Dans un signe d’apaisement, l’armée, qui tient les rênes du pays depuis la chute de Hosni Moubarak l’an dernier, s’est dite prête à quitter le pouvoir dès le 24 mai en cas de victoire d’un des candidats dès le premier tour, sans attendre la fin juin comme initialement évoqué.

Mercredi à l’aube, des assaillants non identifiés, présentés comme des hommes de main en civil accusés d’agir sur commande, ont attaqué les protestataires qui étaient rassemblés depuis plusieurs jours pour réclamer le départ de l’armée du pouvoir, selon des sources de sécurité et des témoins. Les deux camps ont échangé pendant des heures des jets de pierres et des cocktails Molotov, tandis que des personnes, le corps en sang, étaient battues à coups de barres de fer dans des scènes de lynchage en pleine rue.
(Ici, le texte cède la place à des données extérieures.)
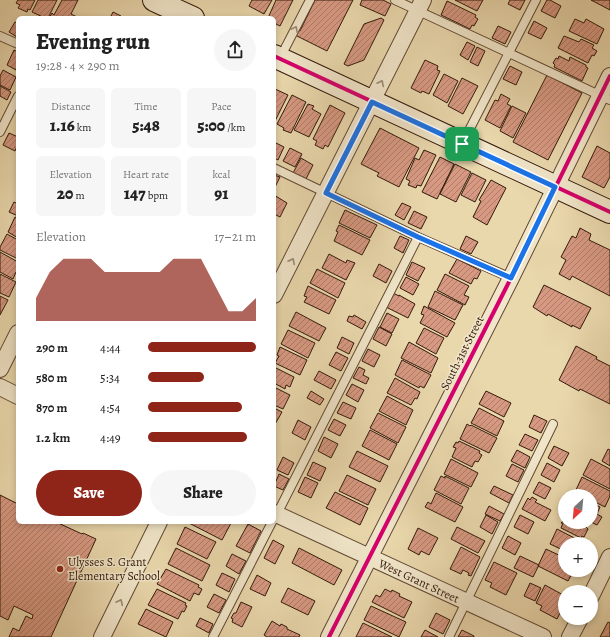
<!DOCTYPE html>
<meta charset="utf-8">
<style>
body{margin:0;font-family:Alegreya,serif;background:#f6f6f6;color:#222;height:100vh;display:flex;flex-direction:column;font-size:15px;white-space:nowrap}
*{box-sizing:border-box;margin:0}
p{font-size:13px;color:#767676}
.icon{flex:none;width:22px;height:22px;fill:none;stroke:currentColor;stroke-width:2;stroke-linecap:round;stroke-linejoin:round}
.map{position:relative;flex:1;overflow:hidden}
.sheet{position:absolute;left:16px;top:16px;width:260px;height:508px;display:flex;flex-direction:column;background:#fff;border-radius:6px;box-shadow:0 2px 6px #0003}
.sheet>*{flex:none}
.needle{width:26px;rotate:206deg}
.controls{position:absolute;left:558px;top:489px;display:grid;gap:8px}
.controls a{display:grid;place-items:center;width:40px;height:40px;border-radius:50%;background:#fff;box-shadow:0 2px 6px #0003;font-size:20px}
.pin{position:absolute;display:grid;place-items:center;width:34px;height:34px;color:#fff;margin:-17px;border-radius:8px;box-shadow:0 2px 6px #0006}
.round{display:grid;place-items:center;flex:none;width:42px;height:42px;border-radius:21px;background:#f6f6f6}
.head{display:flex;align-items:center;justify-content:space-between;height:68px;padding:0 20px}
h1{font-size:22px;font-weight:800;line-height:30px}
.stats{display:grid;grid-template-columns:repeat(3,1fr);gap:6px;height:68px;padding:4px 20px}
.stats div{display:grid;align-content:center;border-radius:6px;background:#f6f6f6;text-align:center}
.stats b{font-size:17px;font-weight:800}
.stats small{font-size:11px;font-weight:400}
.stats p{font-size:11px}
.chart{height:112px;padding:8px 20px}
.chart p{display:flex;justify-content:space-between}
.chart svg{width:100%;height:72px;margin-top:4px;fill:#8f2418;opacity:.7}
.primary-button{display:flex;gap:8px;margin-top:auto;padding:8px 20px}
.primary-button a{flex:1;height:46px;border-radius:24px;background:#8f2418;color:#fff;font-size:16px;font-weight:800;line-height:46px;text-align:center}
.primary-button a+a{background:#f6f6f6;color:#222}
ul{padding:0 20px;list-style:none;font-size:13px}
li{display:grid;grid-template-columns:64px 48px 1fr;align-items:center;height:30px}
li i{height:10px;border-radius:5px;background:#8f2418}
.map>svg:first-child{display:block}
.building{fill:url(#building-hatch);stroke:#33190b}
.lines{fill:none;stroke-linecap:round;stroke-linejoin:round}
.lane-casing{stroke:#614934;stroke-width:10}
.street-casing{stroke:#614934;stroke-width:18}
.secondary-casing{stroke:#33190b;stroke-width:24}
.lane{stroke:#f1e6ca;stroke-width:8}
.street{stroke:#f1e6ca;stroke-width:16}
.secondary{stroke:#f1e6ca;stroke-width:22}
.cycleway-casing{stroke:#f1e6ca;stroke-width:6}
.cycleway{stroke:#d6006c;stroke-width:4}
.oneway{stroke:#9c8a74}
.route-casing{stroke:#fff;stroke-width:8}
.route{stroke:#1a73e8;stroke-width:5}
.poi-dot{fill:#8f2418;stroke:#f1e6ca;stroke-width:1.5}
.labels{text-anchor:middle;stroke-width:3;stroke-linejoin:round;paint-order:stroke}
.street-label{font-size:12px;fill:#33190b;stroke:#f1e6ca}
.poi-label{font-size:12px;fill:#33190b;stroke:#f1e6ca;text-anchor:start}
</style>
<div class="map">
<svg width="610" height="637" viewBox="0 0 610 637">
<defs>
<pattern id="building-hatch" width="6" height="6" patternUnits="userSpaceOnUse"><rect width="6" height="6" fill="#d79982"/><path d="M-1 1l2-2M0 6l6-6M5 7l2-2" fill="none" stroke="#af7c69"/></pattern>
</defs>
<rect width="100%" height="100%" fill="#ead8ad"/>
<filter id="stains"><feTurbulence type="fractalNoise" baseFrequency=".005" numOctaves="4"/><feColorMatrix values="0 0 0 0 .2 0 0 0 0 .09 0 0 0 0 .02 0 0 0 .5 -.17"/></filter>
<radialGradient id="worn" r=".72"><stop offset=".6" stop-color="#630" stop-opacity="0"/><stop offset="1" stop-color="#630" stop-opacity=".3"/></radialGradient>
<path class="building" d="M18 0H35L30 10 28 9 27 12 18 8 20 5 16 3Z
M38 0H57L48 18H45L32 12Z
M62 0H78L71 14 79 18H49L52 13 54 15Z
M252 0H272L264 14 249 6Z
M276 0H293L280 26 274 23V18H268Z
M315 0H353L327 51 295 35 298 30 300 31Z
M362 0H383L391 4 385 16 360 5Z
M455 0H483L477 11Z
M510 0H525L520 10 508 4Z
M547 0H550L561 6 555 18 541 11Z
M591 0H610V10Z
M447 1 476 15 475 17 478 19 474 26 472 25 470 29 441 15Z
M113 12 121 16 119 18H110Z
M381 18 384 20 364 60 348 66 344 64 364 24Z
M575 19 584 23 586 19 604 29 597 44 569 31Z
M534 21 547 28 541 39 528 33Z
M15 22 18 23 17 37 9 32Z
M498 26 511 32 505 44 492 38Z
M564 36 579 42 581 39 594 45 592 48 597 51 594 56 592 55 588 63 558 48Z
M467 42 475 46 468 60 460 55Z
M477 47 485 51 478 66 470 62Z
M14 50 18 52V71L7 65Z
M559 56 569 61 570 57 586 65V67L588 68 582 81 554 67 555 65 553 63 556 58 558 59Z
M425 60 438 66 437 70 440 71 429 94 422 91 421 93 411 88Z
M510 66 522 72 516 85 503 79Z
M3 70 16 77 10 90 0 85V76Z
M444 74 458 81 447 103 433 95Z
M547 75 582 93 548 160 513 142Z
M462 78 478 86 463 114 448 106Z
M0 86 11 92 7 100 0 96Z
M275 89 288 95 274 123V90Z
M501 94 510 99 507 104 511 106 500 128 485 120 495 100 498 101Z
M292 95 306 102 291 133 283 130 284 128 277 124Z
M308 104 314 106 312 109 321 114 309 137 294 130Z
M330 105 345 113 328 147 325 145 323 149 315 145 317 141 313 139Z
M512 106 526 113 513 138 500 131Z
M380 128 419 148 399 187 377 176 379 173 361 164Z
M9 133 18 137V144L15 151 3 145Z
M274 142 284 147 278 160 274 158Z
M597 146 610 153V177L604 188 582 177Z
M290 148 302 154 295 167 283 161Z
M424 150 436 155 421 186 417 185 416 188 408 185 410 181 406 179 415 158 419 160Z
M440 157 454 164 437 199 422 192Z
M301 158 313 165 306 179 293 173Z
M455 164 471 172 456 202 440 194Z
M472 173 486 180 475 202 461 195Z
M274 175 280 177 274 189Z
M491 180 506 188 487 225 473 217 481 201 479 200Z
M274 195 287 203 280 217 274 214Z
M14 202 18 204V216L9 212Z
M402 203 411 207 404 220 395 215Z
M345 210 377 225 370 238 339 223Z
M414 211 427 217 421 229 408 223Z
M15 217 18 218V238L8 232Z
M339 225 370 240 362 255 334 241 338 232 336 231Z
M580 228 591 234 589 240 610 250V296L572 276 570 280 559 274 566 260 561 257 572 236 576 238Z
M7 234 18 240V259L0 250V247Z
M400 236 409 240 403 253 394 248Z
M466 236 478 242 471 254 460 249Z
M0 252 18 262V273L16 272 13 279 0 272Z
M329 254 346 263 347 260 355 263 346 280 322 268Z
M457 259 481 271 477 279 474 278 471 284 449 273Z
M412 262 425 268 418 281 406 275Z
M379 264 392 271 386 283 373 276Z
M317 269 345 283 338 298 310 283Z
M0 274 16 282 9 297 0 293Z
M445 274 469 286 464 295 469 297 465 305 437 290Z
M406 277 419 284 413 295 400 288Z
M544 285 591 308 580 329 572 325V327L548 314 547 316 533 307Z
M308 286 336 300 329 314 304 302 307 297 304 296Z
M435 291 463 305 455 320 428 307Z
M393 293 399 296V295L415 304 408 318 386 307Z
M0 296 8 300 0 315Z
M424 306 455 323 447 337 420 323 424 315 421 314Z
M296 312 326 328 319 341 289 326Z
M387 313 399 319 392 333 380 327Z
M354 315 366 322 362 329 347 321 349 316 353 317Z
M379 327 392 334 386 346 373 339Z
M424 328 444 338 436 354 416 343Z
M288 330 315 343 308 358 281 344Z
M342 337 354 343 349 354 337 348Z
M409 342 438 358 431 373 401 358Z
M576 346 597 357 596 359 610 366V404L580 389 579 391 559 380Z
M280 347 307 360 300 375 275 363 279 356 277 355Z
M368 349 380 355 374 367 362 361Z
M336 352 348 358 341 371 329 365Z
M402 360 431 375 424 388 420 386 419 388 395 375Z
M274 367 294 377 290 387 286 385 285 389 274 383Z
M359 367 365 370 363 375 369 378 366 384 353 378Z
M319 371 336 380 331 389 314 380Z
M395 378 420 392 417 399 415 398 411 405 387 393Z
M352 384 364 390 358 402 346 395Z
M274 387 290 395 283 409 274 405Z
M311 391 324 399 320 405 307 398Z
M486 391 511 403 504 417 479 404Z
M387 396 413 410 406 425 379 411Z
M343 402 356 408 351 419 337 413Z
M274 408 282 412 274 426Z
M479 408 504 421 497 436 471 423Z
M378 413 406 427 398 443 370 428Z
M534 415 547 421 541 433 529 427Z
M334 419 346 425 340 436 328 430Z
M298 420 311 427 305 440 292 433Z
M467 424 470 426 471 425 497 438 489 453 460 439Z
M370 430 397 444 389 460 362 446Z
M525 434 538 440 532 451 519 445Z
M324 437 338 444 331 458 318 451Z
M459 441 480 451 479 453 482 455 478 462 475 461 472 467 452 457 456 448 453 447 456 442 458 443Z
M554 446 569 453 562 466 548 458Z
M608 449 610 450V466L602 461Z
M517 450 530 457 525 468 511 461Z
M357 451 388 466 380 482 349 467Z
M283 457 294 463 288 475 277 470Z
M451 459 478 473 471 487 444 474Z
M591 459 610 469V489L583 475Z
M313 462 326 468 320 481 307 475Z
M547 463 560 470 554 482 541 475Z
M512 464 524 470 518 482 506 476Z
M279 474 289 479 283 490 274 486Z
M347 475 376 489 368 505 339 491Z
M441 476 445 478V476L469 488 461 504 434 490Z
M305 477 318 483 311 498 298 492Z
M582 477 610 491V496L605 507 591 500V496H583L575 492Z
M539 482 551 488 545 499 533 493Z
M494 486 513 495 509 503 490 493Z
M335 492 368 508 360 525 326 508Z
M436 493 463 507 455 522 425 507 428 502 431 504Z
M0 495 18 504V522H56L82 534 83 533 96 539 51 637H9L13 628 19 631 26 616 32 619 33 615 14 606 8 620 0 616Z
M532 497 537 500 535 502 551 510 545 521 522 509 528 498 530 500Z
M591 502 600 507 597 514 602 517 597 525 591 522Z
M489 506 504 514 500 521 485 514Z
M486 515 498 522 492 534 480 527Z
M520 515 534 522 528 534 514 527Z
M565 519V522H580V523L586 526V527L588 529 584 537 582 536 581 538 561 528 563 523H561Z
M187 522H229L231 523 222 540Z
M248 524 261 531 250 553 236 546Z
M185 527 216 542 207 559 177 544Z
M457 527 485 541 478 553 451 539Z
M418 528 438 538 429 555 421 551 419 555 408 549Z
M557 529 586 544H565V551L550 544Z
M508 536 521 543 515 555 502 548Z
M273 540 284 546 275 564 264 558Z
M461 547 480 557 471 576 468 575 469 573 463 570 461 574 450 569Z
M176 548 210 565 202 581 168 564Z
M299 548 342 570 334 585 292 563Z
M546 549 565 558V570H574L568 581 538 566Z
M232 554 246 561 239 574 226 566Z
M520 556 539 565 533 577 514 568Z
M494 562 517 573 506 595 490 587 492 583 485 580Z
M166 569 199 585 198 587 202 589 199 595 194 593 190 601 157 584Z
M222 573 235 579 229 592 216 585Z
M257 575 271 583 265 596 250 589Z
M530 583 541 588 535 601 524 596Z
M545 585 565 596V603L557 619 540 610 542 606 536 603Z
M288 588 315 601 308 615 281 602Z
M157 589 186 603 185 605 187 606 184 612 182 611 178 619 148 605Z
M385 589 391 592 392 590 400 594 399 596 412 602 404 618 372 602 376 595 380 597Z
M214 594 226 600 219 613 207 607Z
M241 602 252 607 242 627 232 622 233 619 231 618 234 613H236Z
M371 606 406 622 399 637 364 620Z
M146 609 173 622 166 637 138 624Z
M436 613 450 620 443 634 429 627Z
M200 618 213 624 209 633 196 626Z
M272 621 280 626 281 624 287 627V629L300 635 299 637H267L264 635Z
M608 622 610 623V637H600Z
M363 623 392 637H356Z
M425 630 438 637H421Z
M462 630 474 636V637H458Z"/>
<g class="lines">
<g class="lane-casing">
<path id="lane" d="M395 0 610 100
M0 36 18 44
M280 58 310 0
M0 132 18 96
M462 144 536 0
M274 168 418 237 511 278
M276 516 418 237
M213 637 272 522
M449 637 553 424"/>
</g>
<g class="street-casing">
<path id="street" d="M274 295 423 0
M0 369 18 333
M0 387 18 396
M274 513 543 637
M591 596 610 557
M102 637 159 522
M329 637 511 278 610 76
M570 637 580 618"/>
</g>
<g class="secondary-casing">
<path id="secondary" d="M154 0 193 18
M274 56 610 212"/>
</g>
<use href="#lane" class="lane"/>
<use href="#street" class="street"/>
<use href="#secondary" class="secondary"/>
<g class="cycleway-casing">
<path id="cycleway" d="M274 56 610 212
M329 637 511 278 610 76"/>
</g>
<use href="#cycleway" class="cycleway"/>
</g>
<defs><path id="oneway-chevron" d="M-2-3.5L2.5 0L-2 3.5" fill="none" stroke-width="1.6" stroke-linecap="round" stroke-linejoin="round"/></defs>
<g class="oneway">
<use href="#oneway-chevron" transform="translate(295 29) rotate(-63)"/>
<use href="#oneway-chevron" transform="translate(381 83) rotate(-63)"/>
<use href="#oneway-chevron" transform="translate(292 261) rotate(-63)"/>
<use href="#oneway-chevron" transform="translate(120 602) rotate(-64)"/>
</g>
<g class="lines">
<g class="route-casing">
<path id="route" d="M372 102 555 187 511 278 418 237 326 193Z"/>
</g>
<use href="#route" class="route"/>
</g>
<circle class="poi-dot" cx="60" cy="569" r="4"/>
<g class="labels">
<g class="street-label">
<text transform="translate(462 353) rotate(-63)" y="4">South 31st Street</text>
<text transform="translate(419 581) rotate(25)" y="4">West Grant Street</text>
</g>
<g class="poi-label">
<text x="68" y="566">Ulysses S. Grant<tspan x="68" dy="14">Elementary School</tspan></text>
</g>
</g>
<rect width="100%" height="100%" filter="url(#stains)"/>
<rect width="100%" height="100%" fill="url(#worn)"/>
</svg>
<div class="controls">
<a><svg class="needle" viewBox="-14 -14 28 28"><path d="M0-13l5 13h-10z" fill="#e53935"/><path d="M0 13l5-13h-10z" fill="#767676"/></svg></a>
<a>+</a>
<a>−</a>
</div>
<div class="pin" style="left:462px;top:144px;background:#1e9e55"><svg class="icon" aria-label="arrive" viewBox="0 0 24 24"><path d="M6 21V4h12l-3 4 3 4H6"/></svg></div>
<section class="sheet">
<div class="head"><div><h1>Evening run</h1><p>19:28 · 4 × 290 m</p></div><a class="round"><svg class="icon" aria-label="share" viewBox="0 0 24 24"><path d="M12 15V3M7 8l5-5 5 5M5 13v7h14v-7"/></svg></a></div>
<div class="stats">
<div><p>Distance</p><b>1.16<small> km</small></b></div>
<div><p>Time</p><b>5:48</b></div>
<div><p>Pace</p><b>5:00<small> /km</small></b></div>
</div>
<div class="stats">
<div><p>Elevation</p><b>20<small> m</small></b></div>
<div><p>Heart rate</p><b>147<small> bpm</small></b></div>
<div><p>kcal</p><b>91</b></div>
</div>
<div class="chart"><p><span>Elevation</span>17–21 m</p>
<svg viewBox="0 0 160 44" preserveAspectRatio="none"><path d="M0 44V30L10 14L20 6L30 6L40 6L50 14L60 14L70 14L80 14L90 14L100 6L110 6L120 6L130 22L140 38L150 38L160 30V44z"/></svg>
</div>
<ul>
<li><b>290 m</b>4:44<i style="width:100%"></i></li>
<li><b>580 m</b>5:34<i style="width:52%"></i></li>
<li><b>870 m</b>4:54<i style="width:87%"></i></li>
<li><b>1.2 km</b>4:49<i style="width:92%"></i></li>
</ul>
<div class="primary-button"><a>Save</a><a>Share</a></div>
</section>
</div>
Des coups de feu ont également été entendus.

En milieu de journée, l’armée et la police antiémeute ont installé un cordon de sécurité pour séparer les deux camps dans ce secteur du quartier d’Abbassiya, à proximité du Ministère de la défense.

Le calme est progressivement revenu dans l’après-midi, mais plusieurs partis et mouvements ont appelé à manifester au Caire en fin d’après-midi pour protester contre ces violences qui ont fait vingt morts et des dizaines de blessés, selon les médecins de l’hôpital de campagne installé non loin de là. Le Ministère de la santé fait état d’un bilan provisoire de neuf morts.

Parmi les manifestants figurent des partisans du leader salafiste Hazem Abou Ismaïl qui campaient depuis samedi après l’exclusion de leur candidat de la course à la présidentielle, dont le premier tour est prévu les 23 et 24 mai et le second les 16 et 17 juin.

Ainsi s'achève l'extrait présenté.